Wharf Street receives its due in a Leicester museum


Last time I visited Leicester's Newarke Houses Museum I watched a video about the clearance of the city's slums.

Praising the council's efforts and refusing to admit that anything was lost in the process, it was like something out of Eastern Europe before the Iron Curtain came down.

I won't say I walked out in protest, but I didn't make it to the end.

Finding myself at a loose end in that part of the city today, I visited the museum again today.

I was delighted to find that some of the shops from Wharf Street had been recreated as they were in the 1940s. Recordings of shopkeepers and customers played as you walked in.
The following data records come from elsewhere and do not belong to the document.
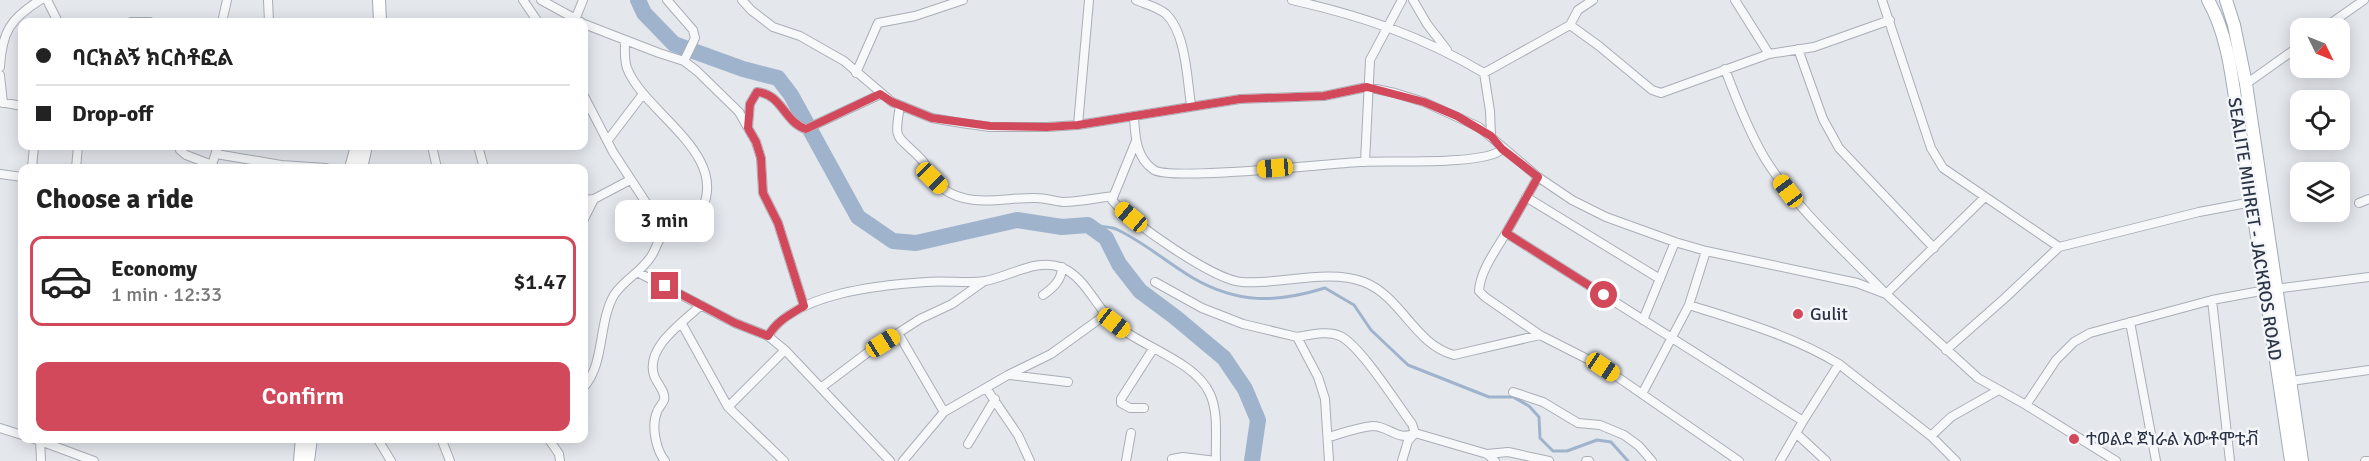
<!DOCTYPE html>
<html lang="en">
<head>
<meta charset="utf-8">
<style>
  body { margin:0; font-family:Signika,"Noto Sans Ethiopic",sans-serif; background:#f6f6f6; color:#222; height:100vh; display:flex; flex-direction:column; font-size:22px; white-space:nowrap }
  * { box-sizing:border-box; margin:0 }
  p { font-size:20px; color:#767676 }
  .icon { flex:none; width:33px; height:33px; fill:none; stroke:currentColor; stroke-width:2; stroke-linecap:round; stroke-linejoin:round }
  .map { position:relative; flex:1; overflow:hidden }
  .panel { position:absolute; left:18px; top:164px; width:570px; height:279px; display:flex; flex-direction:column; background:#fff; border-radius:12px; box-shadow:0 3px 15px #0003 }
  .panel>* { flex:none }
  .banner { position:absolute; left:18px; top:18px; width:570px; height:132px; border-radius:12px; box-shadow:0 3px 15px #0003; display:grid; align-content:center; height:132px; padding:0 18px; background:#fff }
  .needle { width:39px; rotate:133deg }
  .buttons { position:absolute; left:2290px; top:18px; display:grid; gap:12px }
  .buttons a { display:grid; place-items:center; width:60px; height:60px; border-radius:12px; background:#fff; box-shadow:0 3px 15px #0003; font-size:30px }
  .end { position:absolute; width:27px; height:27px; margin:-14px; border:8px solid #d1495b; background:#fff; box-shadow:0 0 0 3px #fff }
  .from { border-radius:50% }
  .bubble { position:absolute; height:42px; border-radius:12px; background:#fff; box-shadow:0 3px 15px #0003; font-size:20px; font-weight:600; line-height:42px; text-align:center }
  .car { position:absolute; width:18px; height:36px; margin:-18px -9px; border-radius:8px; box-shadow:0 0 4px 2px #0007; background:linear-gradient(#f5c518 24%,#345 0 40%,#f5c518 0 76%,#345 0 86%,#f5c518 0) }
  .banner b { display:flex; align-items:center; gap:21px; height:57px; font-size:22px }
  .banner b+b { border-top:2px solid #e0e0e0 }
  .banner i { width:15px; height:15px; background:#222 }
  ul { padding:0; list-style:none }
  li { display:flex; align-items:center; gap:18px; height:90px; margin:0 12px 9px; padding:0 6px; border:3px solid transparent; border-radius:12px }
  li div { flex:1 }
  li b { display:block; font-size:22px }
  li em { font-style:normal; font-weight:600 }
  li.active { border-color:#d1495b }
  li>.icon { width:54px; height:54px; stroke-width:1.5 }
  h2 { padding:0 18px; font-size:27px; line-height:72px }
  .cta { display:flex; gap:12px; margin-top:auto; padding:12px 18px }
  .cta a { flex:1; height:69px; border-radius:12px; background:#d1495b; color:#fff; font-size:24px; font-weight:600; line-height:69px; text-align:center }
  .map>svg:first-child { display:block }
</style>
</head>
<body>
<div class="map">
<svg width="2369" height="461" viewBox="0 0 2369 461">
  <rect width="100%" height="100%" fill="#e4e7ec"/>
  <g fill="none" stroke-linecap="round" stroke-linejoin="round">
    <path stroke="#9fb4cc" stroke-width="3" d="M1088,225C1097,226 1108,226 1116,229C1144,242 1166,262 1193,278C1238,304 1276,303 1325,288L1354,305L1371,330L1408,365L1489,397H1513L1529,406L1539,417L1540,438L1553,451H1567L1597,440L1611,442L1628,461"/>
    <path stroke="#9fb4cc" stroke-width="16" d="M638,0L644,13L674,44L743,69L778,78L791,95L858,217L893,241L916,243L1017,220L1062,227L1088,225L1106,238L1119,264L1140,291L1175,317L1224,358L1245,389L1258,420L1252,461"/>
    <g stroke="#a9aeb7" stroke-width="10">
      <path id="minor" d="M47,0L58,22
        M268,0L269,22
        M523,0L538,22
        M541,0L581,22
        M667,0L693,30L695,38L684,61
        M742,0L751,10L773,27L800,36L844,61L892,102L932,118L961,123L990,127H1047L1078,125L1240,99L1324,96L1367,87L1395,93L1424,102L1479,127L1538,177L1572,200L1606,217L1675,242L1706,251L1857,283L1886,294C1846,252 1801,213 1769,165C1753,141 1735,96 1725,69
        M1136,0C1145,4 1158,7 1166,14C1186,33 1187,79 1191,105
        M1292,0C1362,16 1422,36 1484,73L1570,25L1578,10L1593,0
        M1413,0L1427,24L1447,50
        M1735,0L1769,54
        M1882,0L1931,148L1943,168L2059,247L2199,212L2252,202
        M575,20L583,0
        M131,22H150
        M222,22L227,0
        M584,24L659,53L684,61L697,71L739,112L756,142L761,158L763,193L778,223L804,306
        M1570,25L1599,46L1652,90L1661,93L1769,54L1814,47L1890,20
        M2324,28L2364,0
        M625,41C625,50 624,60 627,68C644,113 731,154 701,211C692,228 673,226 663,235C658,239 656,249 652,255C648,262 642,267 637,272L735,323L768,336L785,350L890,461
        M1798,49L1823,119L1839,148L1934,248
        M0,67C2,32 10,19 40,0
        M856,73L878,23L915,16L963,0
        M1484,73L1490,111L1491,136
        M0,75L3,103
        M2246,84L2301,45
        M584,96L613,152L656,218L663,235
        M0,102L22,106
        M900,106C893,144 898,134 921,159C929,168 932,180 942,188C970,209 1005,197 1036,198C1045,198 1054,201 1063,202C1079,202 1097,198 1113,196
        M1134,117C1135,136 1136,158 1154,170C1171,181 1328,164 1359,162C1385,160 1487,166 1502,149
        M1078,125L1089,0
        M748,128L750,104L757,92C782,94 784,122 806,129L881,94
        M608,140L643,94
        M1136,141L1112,200C1129,221 1215,281 1242,282C1279,285 1328,268 1364,282C1402,297 1414,344 1454,355L1540,335
        M179,146L180,150L186,155L212,165
        M432,146L437,168
        M478,146L484,168
        M216,154L281,165L326,168
        M1365,162L1370,60L1402,0
        M32,168L34,146
        M76,168L78,146
        M211,168L218,146
        M0,174L22,177
        M1526,197L1660,279
        M1985,197L1886,294L1978,378L2026,405
        M584,200L594,199L630,180
        M2359,203L2369,199
        M584,219L594,199
        M1506,233L1538,177
        M1155,282L1202,308L1243,324L1297,337L1318,377L1325,399L1329,461
        M1043,295C1053,288 1062,280 1062,267
        M2212,300L2230,461
        M1689,305L1706,251
        M1643,320L1675,242
        M2130,322L2156,461
        M682,324L728,407
        M898,333L944,412L1008,375L1051,354L1105,315
        M768,336C794,293 880,285 926,282C946,280 966,284 985,281C1008,277 1037,258 1060,267C1086,276 1096,309 1116,325C1143,347 1196,362 1210,394C1219,413 1215,440 1216,461
        M1297,337C1310,335 1327,330 1340,336C1360,345 1397,404 1412,424L1415,433L1408,441L1402,461
        M1946,350L2005,298L2059,247
        M1010,375L1068,382
        M2291,381L2369,370
        M584,387C605,363 598,323 614,295C620,286 629,279 637,272
        M822,387L867,353L920,319L952,304L983,282
        M986,388L1018,435L1030,461
        M1513,392L1543,402L1578,423L1600,425L1624,435L1639,446L1652,461
        M1642,394L1689,305C1740,321 1793,336 1839,364L1931,436
        M1144,408H1130L1121,403V399L1153,349
        M1803,421L1839,364
        M0,428L22,435
        M1797,434L1826,461
        M1329,437C1343,433 1359,427 1373,426C1389,426 1398,442 1415,433L1487,454L1495,461
        M32,438L94,461
        M377,438L391,461
        M441,438L450,461
        M548,438L559,454L560,461
        M40,439L41,461
        M968,444L995,399
        M1487,454L1508,452L1549,461
        M1172,459L1183,457L1216,461
        M665,461C656,450 651,426 657,412C658,408 662,405 664,400C666,391 656,383 654,375C645,347 684,322 701,305
        M784,461L728,407L785,350
        M903,461L944,412
        M1126,461L1131,433
        M1586,461H1589
        M1739,461L1603,367L1540,335L1485,297L1479,291C1480,271 1496,250 1506,233L1803,421L1780,461
        M1956,461L1931,436L1951,417L1997,391
        M2116,461L2026,405L2056,360L2074,342L2090,333L2212,300L2266,290L2369,277
        M2365,461H2369"/>
    </g>
    <g stroke="#a3abb8" stroke-width="14">
      <path id="primary" d="M379,0L380,22
        M2208,0C2231,40 2233,92 2241,137C2259,245 2275,353 2291,461
        M2226,0L2234,25L2246,84L2302,461
        M351,168L357,146
        M361,168L366,146
        M300,461L302,438
        M308,461L311,438"/>
    </g>
    <use href="#minor" stroke="#f7f8fa" stroke-width="8"/>
    <use href="#primary" stroke="#fff" stroke-width="12"/>
  </g>
  <g fill="none" stroke-linecap="round" stroke-linejoin="round">
    <path stroke="#d1495b" stroke-width="8" d="M665,286L735,323L768,336C777,321 789,315 804,306L778,223L763,193L761,158L756,142L748,128L750,104L757,92C782,94 784,122 806,129L880,94L892,102L932,118L990,126L1047,127L1078,125L1240,99L1324,96L1367,87L1424,102L1457,116L1491,136L1502,149L1538,177L1506,233L1604,295"/>
  </g>
  <g fill="#d1495b" stroke="#f4f6f9" stroke-width="2">
    <circle cx="1798" cy="314" r="6"/>
    <circle cx="2074" cy="439" r="6"/>
  </g>
  <g text-anchor="middle" dominant-baseline="central" stroke-width="5" stroke-linejoin="round" paint-order="stroke">
    <g font-size="18" fill="#2b3445" stroke="#f4f6f9">
      <text transform="translate(2255 229) rotate(81)">SEALITE MIHRET - JACKROS ROAD</text>
    </g>
    <g font-size="18" fill="#2b3445" stroke="#f4f6f9" text-anchor="start">
      <text x="1810" y="314">Gulit</text>
      <text x="2086" y="439">ተወልደ ጀነራል አውቶሞቲቭ</text>
    </g>
  </g>
</svg>
<div class="buttons">
<a><svg class="needle" viewBox="-14 -14 28 28"><path d="M0-13l5 13h-10z" fill="#e53935"/><path d="M0 13l5-13h-10z" fill="#767676"/></svg></a>
<a><svg class="icon" aria-label="locate" viewBox="0 0 24 24"><circle cx="12" cy="12" r="6"/><path d="M12 2v4M12 18v4M2 12h4M18 12h4"/></svg></a>
<a><svg class="icon" aria-label="layers" viewBox="0 0 24 24"><path d="M12 4l9 5-9 5-9-5zM3 14l9 5 9-5"/></svg></a>
</div>
<i class="end from" style="left:1604px;top:295px"></i>
<i class="end" style="left:665px;top:286px"></i>
<div class="bubble" style="left:615px;top:200px;width:99px">3 min</div>
<i class="car" style="left:1275px;top:168px;rotate:265deg"></i>
<i class="car" style="left:932px;top:178px;rotate:135deg"></i>
<i class="car" style="left:1788px;top:191px;rotate:323deg"></i>
<i class="car" style="left:1131px;top:217px;rotate:310deg"></i>
<i class="car" style="left:1114px;top:323px;rotate:128deg"></i>
<i class="car" style="left:883px;top:343px;rotate:58deg"></i>
<i class="car" style="left:1603px;top:367px;rotate:124deg"></i>
<div class="banner">
<b><i class="from"></i>ባርክልኝ ክርስቶፎል</b>
<b><i></i>Drop-off</b>
</div>
<section class="panel">
<h2>Choose a ride</h2>
<ul>
<li class="active"><svg class="icon" aria-label="car" viewBox="0 0 24 24"><path d="M5 17H2v-5l4-1 3-4h7l3 4 3 1v5h-3M9 17h6M6 11h13"/><circle cx="7" cy="17" r="2"/><circle cx="17" cy="17" r="2"/></svg><div><b>Economy</b><p>1 min · 12:33</p></div><em>$1.47</em></li>
</ul>
<div class="cta"><a>Confirm</a></div>
</section>
</div>
</body>
</html>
No longer is this area of the city treated as an embarrassing secret. As I tried to convey in a post after visiting it, Wharf Street and the area around it has a history that should be celebrated.

In another post inspired by that visit, I wrote:
Having cleared the slums decades ago, Leicester has found nothing to do with the area since.
That situation may finally be changing.

The Leicester Mercury reported on the first day of this year:
A ... plan has been submitted to Leicester City Council to build a multi-coloured 11 storey residential complex in nearby Wharf Street South with 72 flats above four shops at ground level. 
Platinum Homes has told officials at Leicester City Council the building will create a new gateway between St Matthew’s and the city centre which will be vibrant and eye catching. 
The company says the project, if approved, will help make the area cosmopolitan and dynamic. 
A company spokesman said: “This is an opportunity to create housing for local people and regenerate a part of Leicester that has been neglected in the past. 
“The buildings on the site have been vacant for over ten years and are subject to vandalism and damage. 
“The scheme will bring back the use of this brownfield site to create stylish and contemporary homes for the people of Leicester.” 
He said the building would be a good addition to the city centre landscape.
Wharf Street was vibrant before it was pulled down. It would be good to see it vibrant again.